Putin critic Alexei Navalny LOSES appeal against nearly three year jail term

Putin critic Alexei Navalny LOSES appeal against nearly three year jail term as Moscow judge defies calls from Europe’s top human right’s court to free him immediately

  • Russian opposition leader Alexei Navalny, 44, was arrested in January this year
  • Judge Dmitry Balashov rejected Navalny’s appeal of the February 2 ruling
  • He will now be imprisoned for just over two-and-a-half years in a penal colony 

Putin critic Alexei Navalny has lost his appeal against a nearly three-year jail term after a Moscow judge defied calls from Europe’s top human right’s court to free him. 

Judge Dmitry Balashov rejected Navalny’s appeal of the February 2 ruling, which turned a 2014 suspended sentence on embezzlement charges into real jail time.

The judge decided to count six weeks Navalny was under house arrest as part of the time served, so he will now be imprisoned for just over two-and-a-half years in a penal colony.

Navalny, a 44-year-old anti-corruption campaigner who has emerged as President Vladimir Putin’s most prominent opponent, was arrested in January when he returned to Russia after months in Germany recovering from a nerve agent poisoning he blames on the Kremlin.

Russian opposition leader Alexei Navalny stands in a cage in the Babuskinsky District Court in Moscow, Russia, today

He was detained for violating parole conditions of the 2014 suspended sentence and it was then turned into a custodial sentence.

Navalny and his supporters say the rulings and several other cases against him are a pretext to silence his corruption exposes and quash his political ambitions.

He was due in court again later Saturday in a another trial where he is accused of defamation for calling a World War II veteran a ‘traitor’ after he appeared in a pro-Kremlin video.

Prosecutors have called for Navalny to be fined the equivalent of $13,000 in that case. 

They also want his 2014 sentence turned into real jail time because the alleged defamation took place while he was serving the suspended term.

Europe’s top human rights court ordered Russia to release jailed opposition leader Alexei Navalny after ruling that his life is at risk on Tuesday. 

The ruling by the European Court of Human Rights that was posted on Navalny’s website on Wednesday demands that Russia set him free immediately and warns that failing to do so would mark a breach of the European human rights convention.

Russian authorities have rejected the accusation. 

The ECHR pointed to Rule 39 of its regulations and obliged the Russian government to release Navalny, citing ‘the nature and extent of risk to the applicant’s life.’

‘This measure shall apply with immediate effect,’ the Strasbourg-based court said in a statement.

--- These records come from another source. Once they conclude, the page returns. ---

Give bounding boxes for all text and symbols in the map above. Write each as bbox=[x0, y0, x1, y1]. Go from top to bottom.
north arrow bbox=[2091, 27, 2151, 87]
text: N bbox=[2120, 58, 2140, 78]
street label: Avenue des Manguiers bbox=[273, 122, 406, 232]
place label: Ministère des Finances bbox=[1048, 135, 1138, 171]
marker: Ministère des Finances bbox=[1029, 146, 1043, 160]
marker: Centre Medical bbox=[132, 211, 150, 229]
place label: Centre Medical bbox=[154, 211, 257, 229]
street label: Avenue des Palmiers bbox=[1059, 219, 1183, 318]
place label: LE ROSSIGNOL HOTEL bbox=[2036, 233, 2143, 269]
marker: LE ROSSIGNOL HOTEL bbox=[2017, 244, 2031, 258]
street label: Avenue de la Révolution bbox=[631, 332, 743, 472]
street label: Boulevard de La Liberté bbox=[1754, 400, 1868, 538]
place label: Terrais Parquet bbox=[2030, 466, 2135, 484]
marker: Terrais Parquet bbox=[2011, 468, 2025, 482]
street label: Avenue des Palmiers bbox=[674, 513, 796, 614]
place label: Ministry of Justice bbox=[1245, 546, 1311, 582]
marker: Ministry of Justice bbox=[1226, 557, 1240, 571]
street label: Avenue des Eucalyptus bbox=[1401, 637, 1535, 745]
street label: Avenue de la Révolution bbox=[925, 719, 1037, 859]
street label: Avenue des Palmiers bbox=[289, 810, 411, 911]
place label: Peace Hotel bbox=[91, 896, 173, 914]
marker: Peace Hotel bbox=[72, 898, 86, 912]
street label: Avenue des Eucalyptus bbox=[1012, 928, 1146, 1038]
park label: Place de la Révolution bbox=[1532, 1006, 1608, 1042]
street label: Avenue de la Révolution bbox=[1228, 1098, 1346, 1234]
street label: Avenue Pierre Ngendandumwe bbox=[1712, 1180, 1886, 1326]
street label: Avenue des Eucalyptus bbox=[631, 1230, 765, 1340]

Europe's top human rights court has ordered Russia to release jailed opposition leader Alexei Navalny after ruling that his life is at risk

Europe’s top human rights court has ordered Russia to release jailed opposition leader Alexei Navalny after ruling that his life is at risk 

The court noted that Navalny has contested Russian authorities’ argument that they had taken sufficient measures to safeguard his life and well-being in custody following the nerve agent attack. 

The Russian Justice Ministry warned in a statement carried by the Tass news agency that the ECHR’s demand referencing the rule would represent a ‘crude interference into the judicial system’ of Russia and ‘cross the red line.’

It emphasised that ‘the ECHR can’t substitute a national court or cancel its verdict.’

In the past, Moscow has abided by the ECHR’s rulings awarding compensations to Russian citizens who have contested verdicts in Russian courts, but it never faced a demand by the European court to set a convict free.

Russian police officers patrol with a dog at the Babushkinsky district court in Moscow as Alexei Navalny appears before a judge charged with defamation

Russian police officers patrol with a dog at the Babushkinsky district court in Moscow as Alexei Navalny appears before a judge charged with defamation

In a reflection of its simmering irritation with the European court’s verdicts, Russia last year adopted a constitutional amendment declaring the priority of national legislation over international law. Russian authorities might now use that provision to reject the ECHR’s ruling.

Mikhail Yemelyanov, a deputy head of the legal affairs committee in the Kremlin-controlled lower house of parliament, pointed at the constitutional change, noting that it gives Russia the right to ignore the ECHR’s ruling, according to the Interfax news agency.

Navalny’s arrest and imprisonment fueled a wave of protests across Russia. Authorities responded with a sweeping crackdown, detaining about 11,000 people, many of whom were fined or given jail terms ranging from seven to 15 days.

Russia has rejected Western criticism of Navalny’s arrest and the crackdown on demonstrations as meddling in its internal affairs.